Pull every line that includes the word "image" from the data.
*** Supplied records Section Begins ***
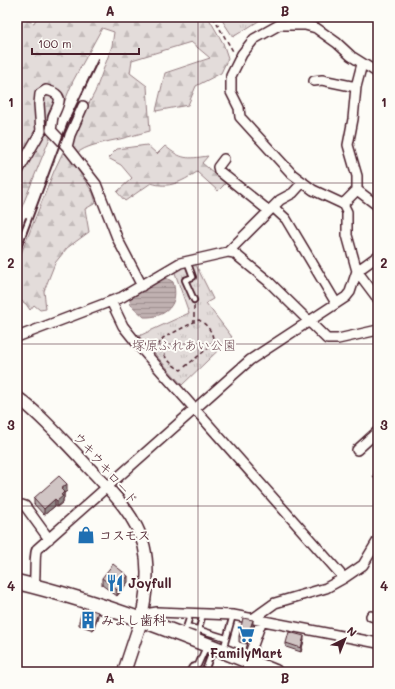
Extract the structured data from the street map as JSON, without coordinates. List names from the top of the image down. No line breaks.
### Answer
{"streets":{"street":["ウキウキロード"]},"parks":["塚原ふれあい公園"],"places":{"shop":["コスモス"],"restaurant":["Joyfull"],"building":["みよし歯科"],"supermarket":["FamilyMart"]},"scale_bar":"100 m","north":"top right","grid":{"columns":["A","B"],"rows":["1","2","3","4"]}}
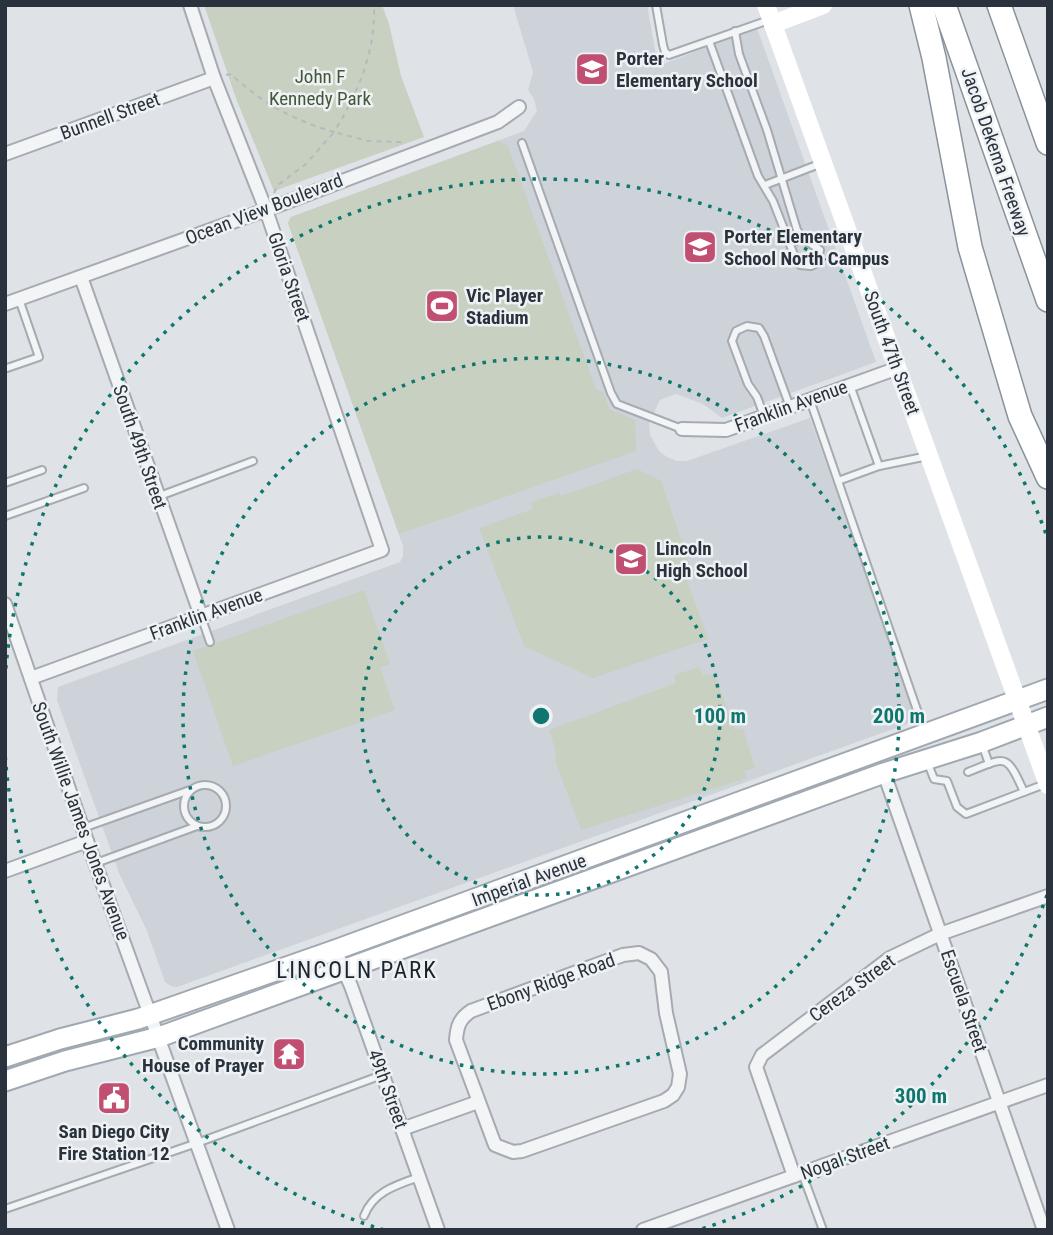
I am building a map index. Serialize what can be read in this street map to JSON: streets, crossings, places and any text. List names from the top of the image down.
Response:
{
  "streets": {
    "highway": ["Jacob Dekema Freeway"],
    "main road": ["South 47th Street", "Imperial Avenue"],
    "street": [
      "Bunnell Street",
      "Ocean View Boulevard",
      "Gloria Street",
      "Franklin Avenue",
      "South 49th Street",
      "South Willie James Jones Avenue",
      "Ebony Ridge Road",
      "Cereza Street",
      "Escuela Street",
      "49th Street",
      "Nogal Street"
    ]
  },
  "crossings": [
    ["Bunnell Street", "Gloria Street"],
    ["Ocean View Boulevard", "Gloria Street"],
    ["Ocean View Boulevard", "South 49th Street"],
    ["Gloria Street", "Franklin Avenue"],
    ["South 47th Street", "Franklin Avenue"],
    ["South 47th Street", "Imperial Avenue"],
    ["Franklin Avenue", "South 49th Street"],
    ["Franklin Avenue", "South Willie James Jones Avenue"],
    ["South Willie James Jones Avenue", "Imperial Avenue"],
    ["Imperial Avenue", "Escuela Street"],
    ["Imperial Avenue", "49th Street"],
    ["Cereza Street", "Escuela Street"],
    ["Cereza Street", "Nogal Street"],
    ["Escuela Street", "Nogal Street"]
  ],
  "districts": ["LINCOLN PARK"],
  "parks": ["John F Kennedy Park"],
  "places": {
    "school or university": ["Porter Elementary School", "Porter Elementary School North Campus", "Lincoln High School"],
    "sports": ["Vic Player Stadium"],
    "temple": ["Community House of Prayer"],
    "public building": ["San Diego City Fire Station 12"]
  },
  "rings": ["100 m", "200 m", "300 m"]
}
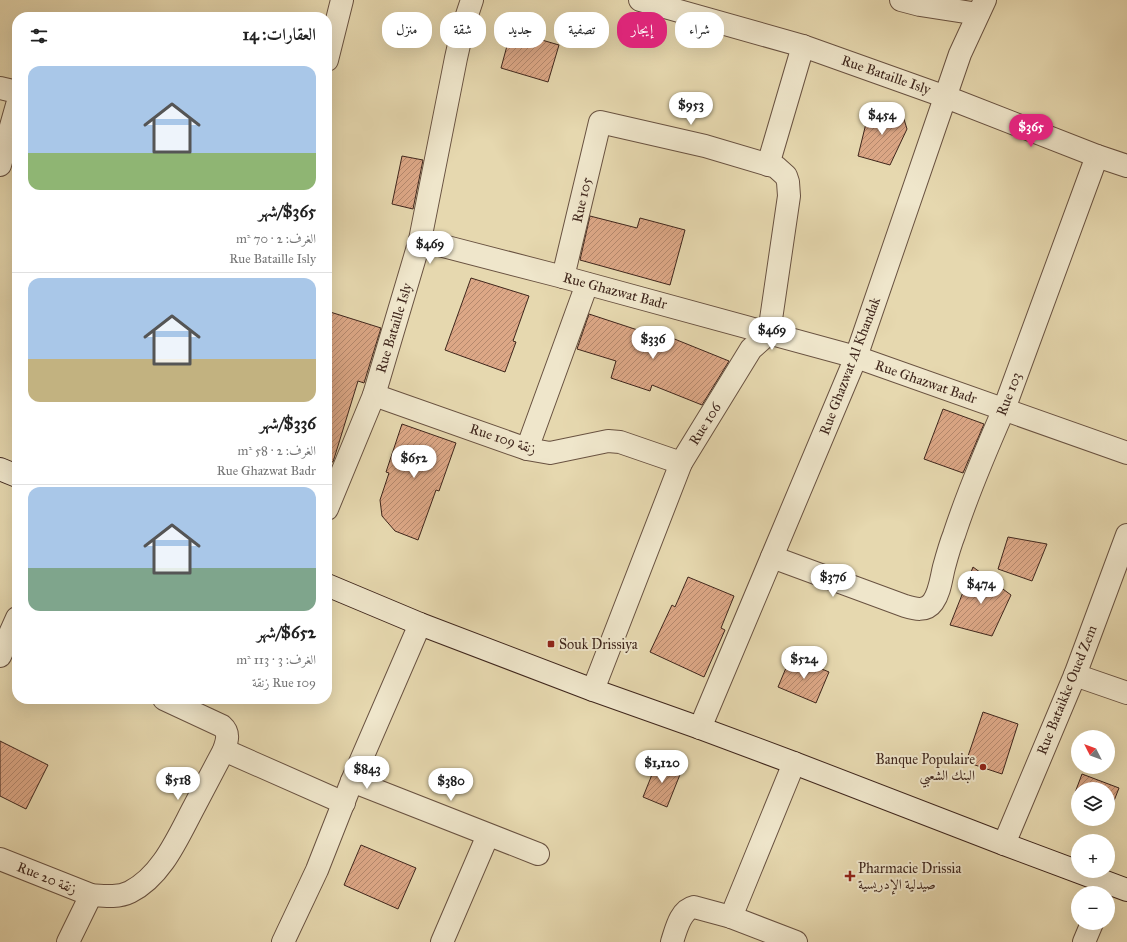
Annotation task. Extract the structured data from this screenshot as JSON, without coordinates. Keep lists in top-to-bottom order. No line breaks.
{"streets":{"street":["Rue Bataille Isly","Rue 105","Rue Ghazwat Badr","Rue Ghazwat Al Khandak","Rue 103","Rue 106","Rue 109 زنقة","Rue Bataikke Oued Zem","Rue 20 زنقة"]},"crossings":[["Rue Bataille Isly","Rue Ghazwat Badr"],["Rue Bataille Isly","Rue Ghazwat Al Khandak"],["Rue Bataille Isly","Rue 103"],["Rue Bataille Isly","Rue 109 زنقة"],["Rue 105","Rue Ghazwat Badr"],["Rue Ghazwat Badr","Rue Ghazwat Al Khandak"],["Rue Ghazwat Badr","Rue 103"],["Rue Ghazwat Badr","Rue 106"],["Rue Ghazwat Al Khandak","Rue 103"],["Rue 106","Rue 109 زنقة"]],"places":{"transit":["Souk Drissiya"],"other":["Banque Populaire البنك الشعبي"],"health":["Pharmacie Drissia صيدلية الإدريسية"]},"north":"top left","page":{"chip":["شراء","إيجار","تصفية","جديد","شقة","منزل"],"heading":"العقارات: 14","list":[{"name":"$365/شهر","note":"الغرف: 2 · 70 m² · Rue Bataille Isly"},{"name":"$336/شهر","note":"الغرف: 2 · 58 m² · Rue Ghazwat Badr"},{"name":"$652/شهر","note":"الغرف: 3 · 113 m² · Rue 109 زنقة"}],"price":["$953","$454","$365","$469","$469","$336","$652","$376","$474","$524","$1,120","$843","$518","$380"],"map_buttons":["+","−"]}}
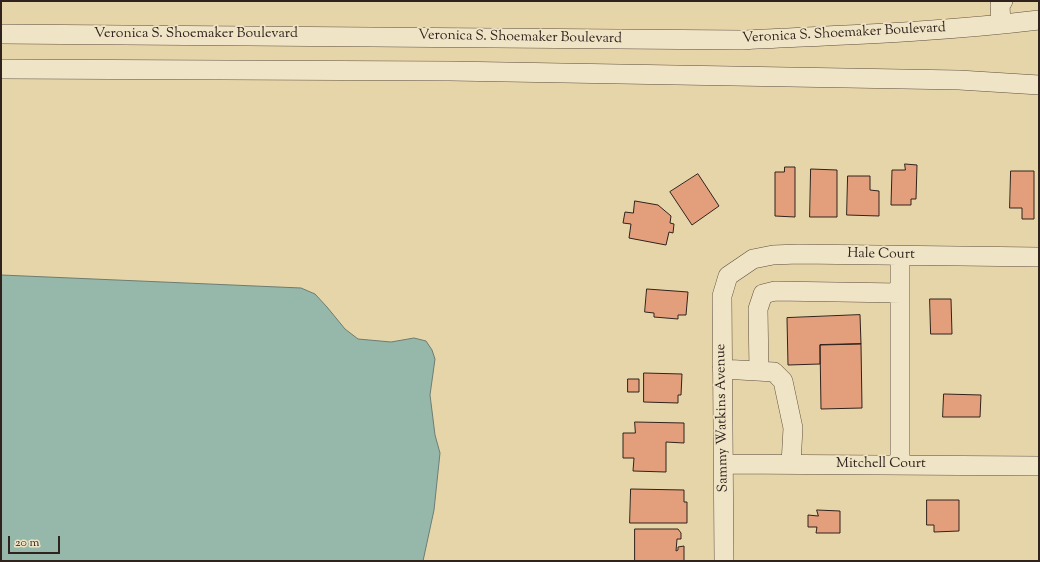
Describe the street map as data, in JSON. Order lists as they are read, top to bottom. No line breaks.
{"streets":{"street":["Veronica S. Shoemaker Boulevard","Hale Court","Sammy Watkins Avenue","Mitchell Court"]},"crossings":[["Hale Court","Sammy Watkins Avenue"],["Sammy Watkins Avenue","Mitchell Court"]],"scale_bar":"20 m"}
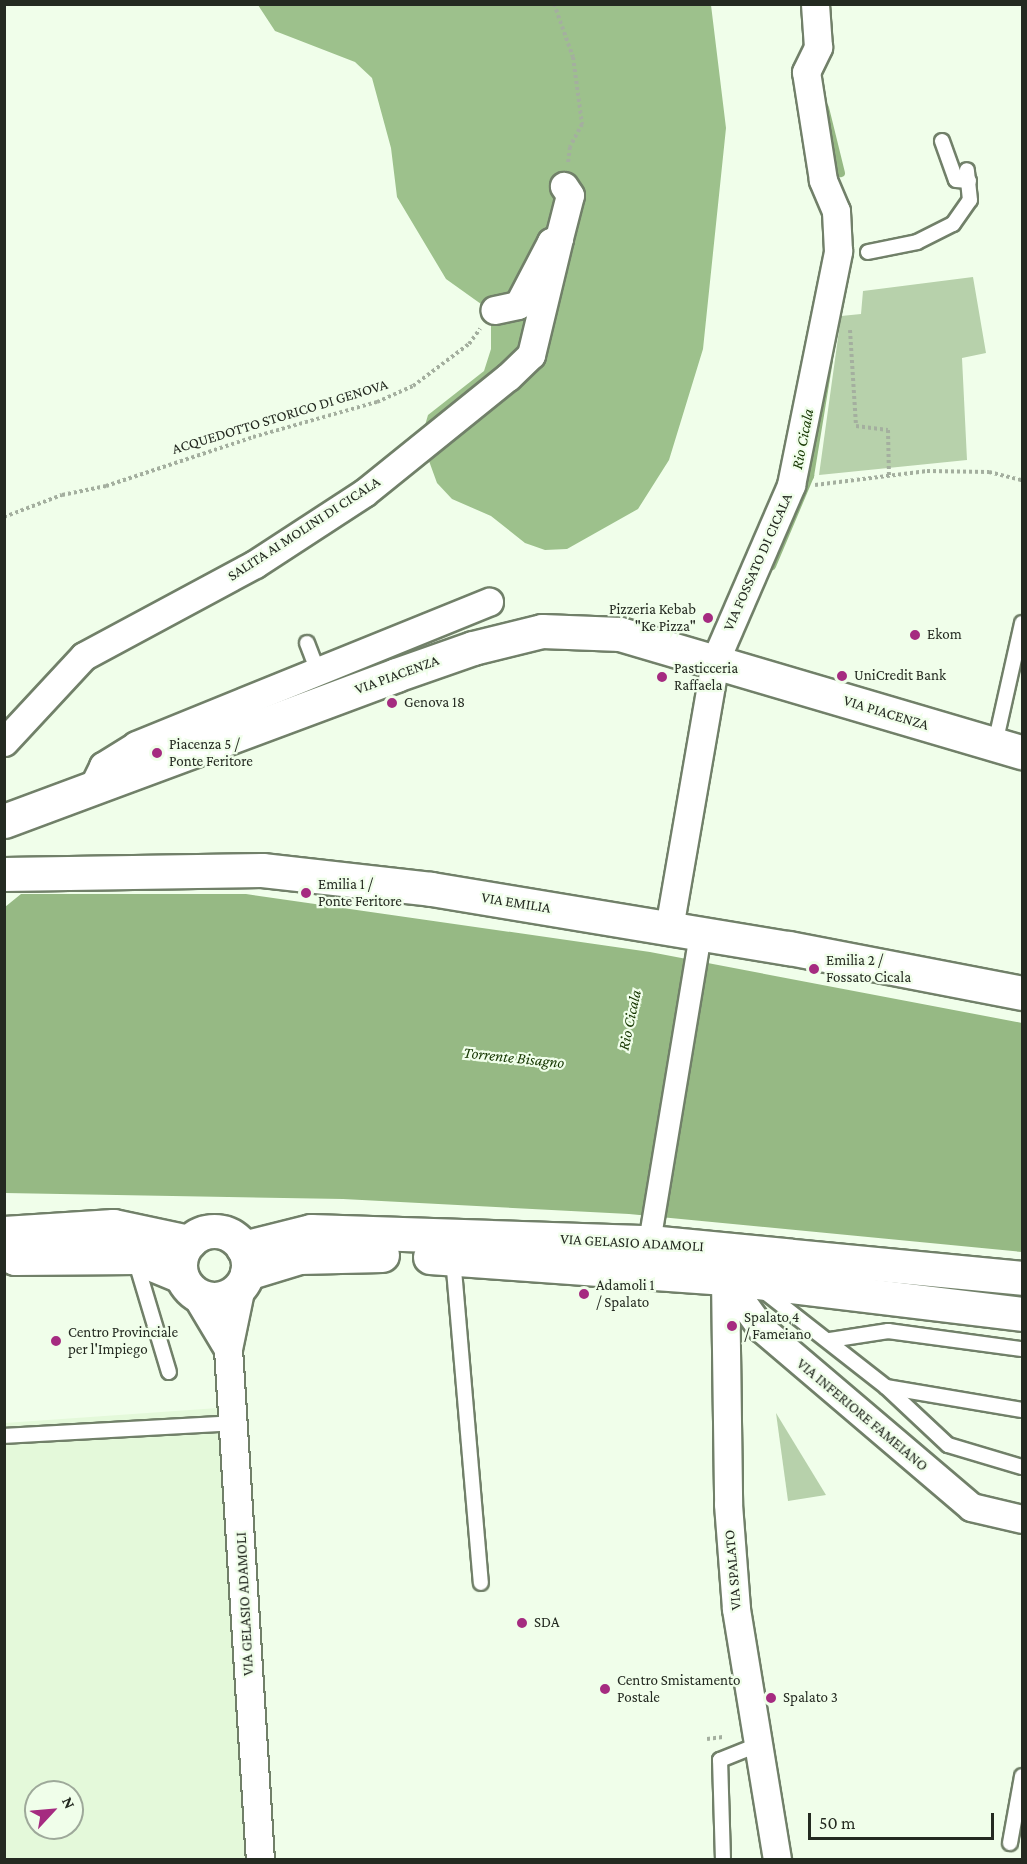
*** Supplied records Section Ends ***
● Task result
Extract the structured data from the street map as JSON, without coordinates. List names from the top of the image down. No line breaks.
I am building a map index. Serialize what can be read in this street map to JSON: streets, crossings, places and any text. List names from the top of the image down.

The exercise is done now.